WORK REQUIRED
From the first line to the last, output the data exactly as it stands, minus its pictures.

DATA SECTION
Content starts

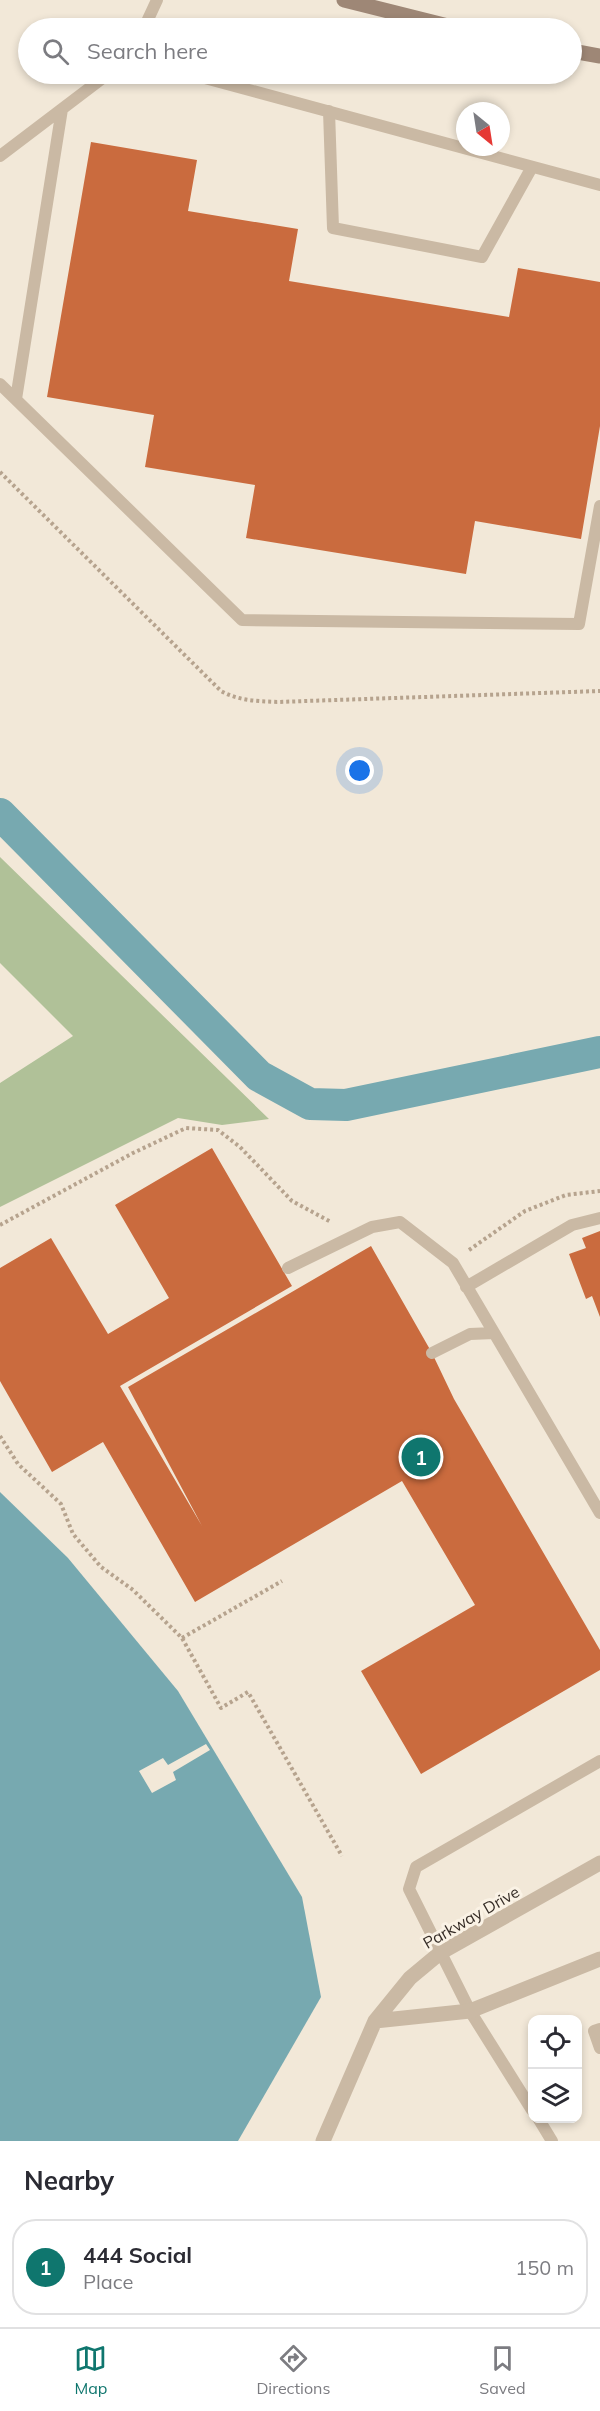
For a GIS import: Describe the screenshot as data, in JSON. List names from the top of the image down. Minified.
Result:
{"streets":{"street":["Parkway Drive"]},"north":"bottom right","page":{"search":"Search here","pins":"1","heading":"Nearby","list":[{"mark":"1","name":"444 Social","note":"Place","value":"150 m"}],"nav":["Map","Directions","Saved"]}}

Content ends

SOLVED PROBLEM
For a GIS import: Describe the screenshot as data, in JSON. List names from the top of the image down. Minified.
Result:
{"streets":{"street":["Parkway Drive"]},"north":"bottom right","page":{"search":"Search here","pins":"1","heading":"Nearby","list":[{"mark":"1","name":"444 Social","note":"Place","value":"150 m"}],"nav":["Map","Directions","Saved"]}}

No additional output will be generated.